YOUR OBJECTIVE: Each entry needs to be duplicated exactly.

*** RECORDS SUPPLIED

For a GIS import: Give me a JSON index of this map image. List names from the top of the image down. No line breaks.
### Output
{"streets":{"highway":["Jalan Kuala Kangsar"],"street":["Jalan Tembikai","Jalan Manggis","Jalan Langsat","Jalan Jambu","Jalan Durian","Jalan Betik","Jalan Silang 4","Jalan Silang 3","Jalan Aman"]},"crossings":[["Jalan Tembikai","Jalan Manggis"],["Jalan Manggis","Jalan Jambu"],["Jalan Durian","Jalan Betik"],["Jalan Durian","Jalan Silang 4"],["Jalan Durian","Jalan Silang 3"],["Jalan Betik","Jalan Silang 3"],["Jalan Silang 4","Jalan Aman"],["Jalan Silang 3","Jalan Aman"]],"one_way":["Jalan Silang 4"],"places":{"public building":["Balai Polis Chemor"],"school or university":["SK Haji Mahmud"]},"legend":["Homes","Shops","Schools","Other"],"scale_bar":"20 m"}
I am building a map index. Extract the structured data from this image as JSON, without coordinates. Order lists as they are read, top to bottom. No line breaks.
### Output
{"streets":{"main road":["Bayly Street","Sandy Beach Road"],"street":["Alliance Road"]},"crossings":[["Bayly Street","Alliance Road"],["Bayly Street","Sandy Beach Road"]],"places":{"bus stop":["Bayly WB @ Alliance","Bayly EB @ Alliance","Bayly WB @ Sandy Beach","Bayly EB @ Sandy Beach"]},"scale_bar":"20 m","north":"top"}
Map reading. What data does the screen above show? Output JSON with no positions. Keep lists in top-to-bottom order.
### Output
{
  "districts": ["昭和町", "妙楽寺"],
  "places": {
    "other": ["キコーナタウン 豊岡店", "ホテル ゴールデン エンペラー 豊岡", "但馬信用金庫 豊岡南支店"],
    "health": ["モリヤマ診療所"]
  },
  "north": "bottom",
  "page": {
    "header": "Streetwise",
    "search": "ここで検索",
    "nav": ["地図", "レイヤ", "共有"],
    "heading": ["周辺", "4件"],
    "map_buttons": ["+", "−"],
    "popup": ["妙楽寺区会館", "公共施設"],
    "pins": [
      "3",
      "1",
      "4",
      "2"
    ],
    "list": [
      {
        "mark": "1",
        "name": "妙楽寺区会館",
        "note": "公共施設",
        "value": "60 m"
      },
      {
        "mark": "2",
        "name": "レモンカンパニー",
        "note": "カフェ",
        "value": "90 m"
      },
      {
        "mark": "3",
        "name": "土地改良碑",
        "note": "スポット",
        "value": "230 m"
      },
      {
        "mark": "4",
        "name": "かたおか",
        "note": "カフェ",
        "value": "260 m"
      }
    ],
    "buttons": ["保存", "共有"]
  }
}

******

ANSWER BOX:
For a GIS import: Give me a JSON index of this map image. List names from the top of the image down. No line breaks.
### Output
{"streets":{"highway":["Jalan Kuala Kangsar"],"street":["Jalan Tembikai","Jalan Manggis","Jalan Langsat","Jalan Jambu","Jalan Durian","Jalan Betik","Jalan Silang 4","Jalan Silang 3","Jalan Aman"]},"crossings":[["Jalan Tembikai","Jalan Manggis"],["Jalan Manggis","Jalan Jambu"],["Jalan Durian","Jalan Betik"],["Jalan Durian","Jalan Silang 4"],["Jalan Durian","Jalan Silang 3"],["Jalan Betik","Jalan Silang 3"],["Jalan Silang 4","Jalan Aman"],["Jalan Silang 3","Jalan Aman"]],"one_way":["Jalan Silang 4"],"places":{"public building":["Balai Polis Chemor"],"school or university":["SK Haji Mahmud"]},"legend":["Homes","Shops","Schools","Other"],"scale_bar":"20 m"}
I am building a map index. Extract the structured data from this image as JSON, without coordinates. Order lists as they are read, top to bottom. No line breaks.
### Output
{"streets":{"main road":["Bayly Street","Sandy Beach Road"],"street":["Alliance Road"]},"crossings":[["Bayly Street","Alliance Road"],["Bayly Street","Sandy Beach Road"]],"places":{"bus stop":["Bayly WB @ Alliance","Bayly EB @ Alliance","Bayly WB @ Sandy Beach","Bayly EB @ Sandy Beach"]},"scale_bar":"20 m","north":"top"}
Map reading. What data does the screen above show? Output JSON with no positions. Keep lists in top-to-bottom order.
### Output
{
  "districts": ["昭和町", "妙楽寺"],
  "places": {
    "other": ["キコーナタウン 豊岡店", "ホテル ゴールデン エンペラー 豊岡", "但馬信用金庫 豊岡南支店"],
    "health": ["モリヤマ診療所"]
  },
  "north": "bottom",
  "page": {
    "header": "Streetwise",
    "search": "ここで検索",
    "nav": ["地図", "レイヤ", "共有"],
    "heading": ["周辺", "4件"],
    "map_buttons": ["+", "−"],
    "popup": ["妙楽寺区会館", "公共施設"],
    "pins": [
      "3",
      "1",
      "4",
      "2"
    ],
    "list": [
      {
        "mark": "1",
        "name": "妙楽寺区会館",
        "note": "公共施設",
        "value": "60 m"
      },
      {
        "mark": "2",
        "name": "レモンカンパニー",
        "note": "カフェ",
        "value": "90 m"
      },
      {
        "mark": "3",
        "name": "土地改良碑",
        "note": "スポット",
        "value": "230 m"
      },
      {
        "mark": "4",
        "name": "かたおか",
        "note": "カフェ",
        "value": "260 m"
      }
    ],
    "buttons": ["保存", "共有"]
  }
}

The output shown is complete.